(Dataset entries)
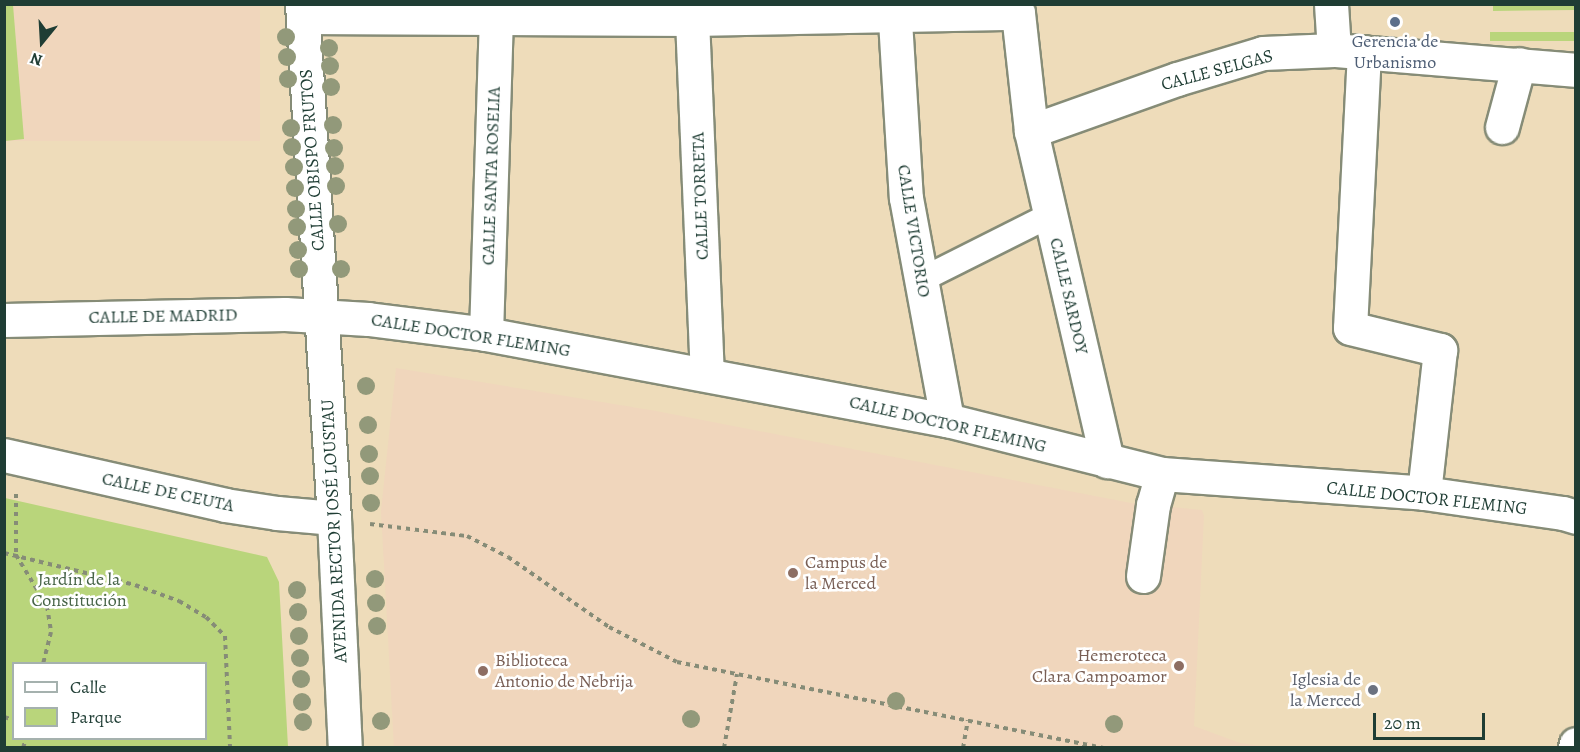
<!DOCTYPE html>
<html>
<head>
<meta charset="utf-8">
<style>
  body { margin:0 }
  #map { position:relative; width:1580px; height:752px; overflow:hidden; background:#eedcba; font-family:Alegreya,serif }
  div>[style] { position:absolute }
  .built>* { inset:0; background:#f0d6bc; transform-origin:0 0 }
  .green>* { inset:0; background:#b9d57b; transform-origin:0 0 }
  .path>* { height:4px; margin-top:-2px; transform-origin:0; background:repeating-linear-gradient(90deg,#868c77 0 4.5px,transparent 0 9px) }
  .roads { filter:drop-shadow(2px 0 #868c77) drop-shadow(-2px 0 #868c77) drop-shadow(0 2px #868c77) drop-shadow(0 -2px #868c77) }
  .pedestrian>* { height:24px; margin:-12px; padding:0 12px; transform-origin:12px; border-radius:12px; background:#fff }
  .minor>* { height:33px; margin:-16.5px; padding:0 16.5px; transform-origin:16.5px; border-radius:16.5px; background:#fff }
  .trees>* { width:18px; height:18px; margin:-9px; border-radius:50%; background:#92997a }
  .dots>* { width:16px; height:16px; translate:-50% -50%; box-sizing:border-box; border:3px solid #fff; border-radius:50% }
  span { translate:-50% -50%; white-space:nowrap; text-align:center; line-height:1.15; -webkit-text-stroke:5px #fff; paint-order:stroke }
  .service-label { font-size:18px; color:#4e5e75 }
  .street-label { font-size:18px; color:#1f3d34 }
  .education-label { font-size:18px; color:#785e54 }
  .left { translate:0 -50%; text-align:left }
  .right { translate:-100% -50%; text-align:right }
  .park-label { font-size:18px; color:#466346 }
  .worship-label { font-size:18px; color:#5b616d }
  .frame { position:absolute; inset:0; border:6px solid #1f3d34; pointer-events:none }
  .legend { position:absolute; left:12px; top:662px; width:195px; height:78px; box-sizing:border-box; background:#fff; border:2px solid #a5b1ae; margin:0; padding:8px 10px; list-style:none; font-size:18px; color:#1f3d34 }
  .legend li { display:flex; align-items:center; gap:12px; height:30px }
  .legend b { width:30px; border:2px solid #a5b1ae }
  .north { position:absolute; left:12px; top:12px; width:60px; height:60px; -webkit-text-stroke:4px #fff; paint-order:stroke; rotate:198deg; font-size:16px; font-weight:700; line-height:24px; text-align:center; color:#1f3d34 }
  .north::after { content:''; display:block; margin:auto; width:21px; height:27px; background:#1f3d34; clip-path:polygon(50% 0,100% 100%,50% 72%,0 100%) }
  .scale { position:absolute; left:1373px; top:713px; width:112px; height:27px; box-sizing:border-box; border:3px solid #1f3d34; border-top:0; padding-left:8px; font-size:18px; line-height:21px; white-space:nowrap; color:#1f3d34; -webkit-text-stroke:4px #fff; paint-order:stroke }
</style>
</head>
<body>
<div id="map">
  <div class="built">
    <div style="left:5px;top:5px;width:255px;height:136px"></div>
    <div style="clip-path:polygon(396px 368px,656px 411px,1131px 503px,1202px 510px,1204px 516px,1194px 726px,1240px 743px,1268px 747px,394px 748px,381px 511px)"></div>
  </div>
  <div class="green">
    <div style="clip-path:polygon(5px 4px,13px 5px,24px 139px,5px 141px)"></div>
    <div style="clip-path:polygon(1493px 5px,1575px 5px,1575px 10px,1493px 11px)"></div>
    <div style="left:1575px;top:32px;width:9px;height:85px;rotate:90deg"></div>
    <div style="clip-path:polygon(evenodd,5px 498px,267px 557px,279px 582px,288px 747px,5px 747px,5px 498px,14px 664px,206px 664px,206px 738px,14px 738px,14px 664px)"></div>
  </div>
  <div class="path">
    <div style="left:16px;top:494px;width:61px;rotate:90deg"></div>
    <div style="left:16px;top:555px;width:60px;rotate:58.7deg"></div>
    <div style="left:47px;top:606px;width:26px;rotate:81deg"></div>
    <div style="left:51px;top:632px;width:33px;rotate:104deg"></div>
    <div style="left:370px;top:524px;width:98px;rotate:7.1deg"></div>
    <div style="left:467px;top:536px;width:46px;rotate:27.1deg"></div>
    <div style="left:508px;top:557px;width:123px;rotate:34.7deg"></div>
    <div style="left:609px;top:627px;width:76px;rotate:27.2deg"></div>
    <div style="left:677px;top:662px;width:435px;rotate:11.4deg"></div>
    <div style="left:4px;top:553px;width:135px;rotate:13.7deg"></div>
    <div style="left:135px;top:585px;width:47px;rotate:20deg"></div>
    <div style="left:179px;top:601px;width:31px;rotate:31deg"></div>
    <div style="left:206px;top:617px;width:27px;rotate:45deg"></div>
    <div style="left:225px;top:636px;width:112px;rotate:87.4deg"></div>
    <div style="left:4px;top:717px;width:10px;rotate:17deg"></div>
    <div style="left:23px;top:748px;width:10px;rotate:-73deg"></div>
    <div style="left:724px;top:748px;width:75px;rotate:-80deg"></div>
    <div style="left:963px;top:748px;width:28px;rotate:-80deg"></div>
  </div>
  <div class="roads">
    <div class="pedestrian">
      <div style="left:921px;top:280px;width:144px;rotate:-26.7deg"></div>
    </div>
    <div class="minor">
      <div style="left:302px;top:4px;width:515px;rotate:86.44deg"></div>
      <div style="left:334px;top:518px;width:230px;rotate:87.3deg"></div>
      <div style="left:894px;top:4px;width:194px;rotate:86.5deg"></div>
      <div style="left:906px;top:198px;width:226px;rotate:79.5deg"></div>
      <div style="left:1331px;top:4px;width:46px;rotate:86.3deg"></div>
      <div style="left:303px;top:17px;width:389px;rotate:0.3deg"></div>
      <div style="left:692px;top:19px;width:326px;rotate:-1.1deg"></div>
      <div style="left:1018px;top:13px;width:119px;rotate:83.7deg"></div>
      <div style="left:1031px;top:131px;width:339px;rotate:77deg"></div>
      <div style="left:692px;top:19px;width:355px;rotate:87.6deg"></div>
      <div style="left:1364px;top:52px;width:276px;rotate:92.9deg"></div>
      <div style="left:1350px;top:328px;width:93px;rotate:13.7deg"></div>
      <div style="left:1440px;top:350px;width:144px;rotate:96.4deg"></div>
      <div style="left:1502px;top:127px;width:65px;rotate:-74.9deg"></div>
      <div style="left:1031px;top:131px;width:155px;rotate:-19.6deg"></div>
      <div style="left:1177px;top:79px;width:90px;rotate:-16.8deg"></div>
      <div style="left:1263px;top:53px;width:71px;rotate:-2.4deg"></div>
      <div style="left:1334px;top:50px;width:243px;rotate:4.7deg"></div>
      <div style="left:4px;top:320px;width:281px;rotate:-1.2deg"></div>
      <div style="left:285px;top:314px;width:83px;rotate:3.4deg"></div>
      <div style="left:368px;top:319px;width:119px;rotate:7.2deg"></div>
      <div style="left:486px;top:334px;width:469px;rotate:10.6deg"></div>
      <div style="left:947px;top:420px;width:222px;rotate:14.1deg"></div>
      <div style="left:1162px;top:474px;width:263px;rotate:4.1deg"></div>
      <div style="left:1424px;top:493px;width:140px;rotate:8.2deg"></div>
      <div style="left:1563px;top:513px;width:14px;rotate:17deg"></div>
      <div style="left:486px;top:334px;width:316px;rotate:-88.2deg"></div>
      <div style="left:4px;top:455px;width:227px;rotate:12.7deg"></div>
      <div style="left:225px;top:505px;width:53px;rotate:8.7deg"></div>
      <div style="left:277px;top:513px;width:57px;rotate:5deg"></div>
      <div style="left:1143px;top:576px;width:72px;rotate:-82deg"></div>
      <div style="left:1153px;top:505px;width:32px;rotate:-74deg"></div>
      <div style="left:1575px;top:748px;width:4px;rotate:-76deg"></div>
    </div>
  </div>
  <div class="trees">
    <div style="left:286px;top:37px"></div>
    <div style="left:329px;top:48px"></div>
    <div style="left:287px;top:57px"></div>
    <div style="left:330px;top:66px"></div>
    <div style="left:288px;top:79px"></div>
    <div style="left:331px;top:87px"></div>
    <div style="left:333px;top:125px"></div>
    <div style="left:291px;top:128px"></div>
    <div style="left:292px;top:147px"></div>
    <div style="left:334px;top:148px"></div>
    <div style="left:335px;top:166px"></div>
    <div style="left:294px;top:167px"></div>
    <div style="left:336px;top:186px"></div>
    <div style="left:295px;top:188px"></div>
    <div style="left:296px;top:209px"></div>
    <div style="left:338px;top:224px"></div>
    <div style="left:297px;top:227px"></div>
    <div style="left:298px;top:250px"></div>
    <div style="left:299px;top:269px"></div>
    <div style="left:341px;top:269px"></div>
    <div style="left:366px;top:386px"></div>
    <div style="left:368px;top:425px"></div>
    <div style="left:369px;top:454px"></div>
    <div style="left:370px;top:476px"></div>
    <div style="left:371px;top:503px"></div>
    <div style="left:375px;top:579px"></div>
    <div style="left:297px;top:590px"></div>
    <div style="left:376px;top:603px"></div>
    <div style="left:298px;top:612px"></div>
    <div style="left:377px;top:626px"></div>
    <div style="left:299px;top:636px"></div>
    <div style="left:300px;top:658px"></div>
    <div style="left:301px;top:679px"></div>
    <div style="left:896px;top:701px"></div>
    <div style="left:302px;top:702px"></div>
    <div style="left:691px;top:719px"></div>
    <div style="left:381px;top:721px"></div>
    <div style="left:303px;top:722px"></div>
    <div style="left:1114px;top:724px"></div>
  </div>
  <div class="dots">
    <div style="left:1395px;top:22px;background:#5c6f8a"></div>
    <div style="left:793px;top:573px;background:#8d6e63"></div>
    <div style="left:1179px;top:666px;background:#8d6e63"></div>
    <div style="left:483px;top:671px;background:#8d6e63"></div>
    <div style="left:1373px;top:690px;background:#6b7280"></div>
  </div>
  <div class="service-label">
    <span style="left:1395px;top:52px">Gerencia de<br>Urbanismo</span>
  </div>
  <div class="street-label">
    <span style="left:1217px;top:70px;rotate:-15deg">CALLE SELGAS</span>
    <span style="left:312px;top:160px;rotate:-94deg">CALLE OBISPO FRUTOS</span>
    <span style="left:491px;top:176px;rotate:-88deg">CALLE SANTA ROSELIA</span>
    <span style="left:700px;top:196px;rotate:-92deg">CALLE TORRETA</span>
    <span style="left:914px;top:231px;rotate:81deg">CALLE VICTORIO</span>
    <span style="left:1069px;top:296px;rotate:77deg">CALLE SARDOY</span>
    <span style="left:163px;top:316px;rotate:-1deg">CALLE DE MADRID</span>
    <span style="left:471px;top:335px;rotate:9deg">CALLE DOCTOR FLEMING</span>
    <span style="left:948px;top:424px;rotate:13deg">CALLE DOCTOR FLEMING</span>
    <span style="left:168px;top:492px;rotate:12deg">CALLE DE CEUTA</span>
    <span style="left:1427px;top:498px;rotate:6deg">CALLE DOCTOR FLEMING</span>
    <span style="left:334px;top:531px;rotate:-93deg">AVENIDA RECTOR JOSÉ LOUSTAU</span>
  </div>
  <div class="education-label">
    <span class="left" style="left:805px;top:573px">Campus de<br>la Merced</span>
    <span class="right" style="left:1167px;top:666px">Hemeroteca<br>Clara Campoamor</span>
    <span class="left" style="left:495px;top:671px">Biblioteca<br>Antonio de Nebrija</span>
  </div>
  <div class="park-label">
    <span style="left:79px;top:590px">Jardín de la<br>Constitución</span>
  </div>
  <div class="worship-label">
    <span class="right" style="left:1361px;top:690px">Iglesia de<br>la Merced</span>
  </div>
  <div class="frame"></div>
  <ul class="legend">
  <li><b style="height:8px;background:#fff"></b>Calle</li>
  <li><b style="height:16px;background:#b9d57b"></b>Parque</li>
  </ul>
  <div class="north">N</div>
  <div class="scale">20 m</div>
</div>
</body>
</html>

INSTRUCTIONS FOR THE TASK
With the line holding "inset:0; background:#b9d57b; transform-origin:0" as the first and the line holding "filter:drop-shadow(2px 0 #868c77)" as the last, set down that range of the entries above exactly, and nothing else.

TASK RESPONSE
  .green>* { inset:0; background:#b9d57b; transform-origin:0 0 }
  .path>* { height:4px; margin-top:-2px; transform-origin:0; background:repeating-linear-gradient(90deg,#868c77 0 4.5px,transparent 0 9px) }
  .roads { filter:drop-shadow(2px 0 #868c77) drop-shadow(-2px 0 #868c77) drop-shadow(0 2px #868c77) drop-shadow(0 -2px #868c77) }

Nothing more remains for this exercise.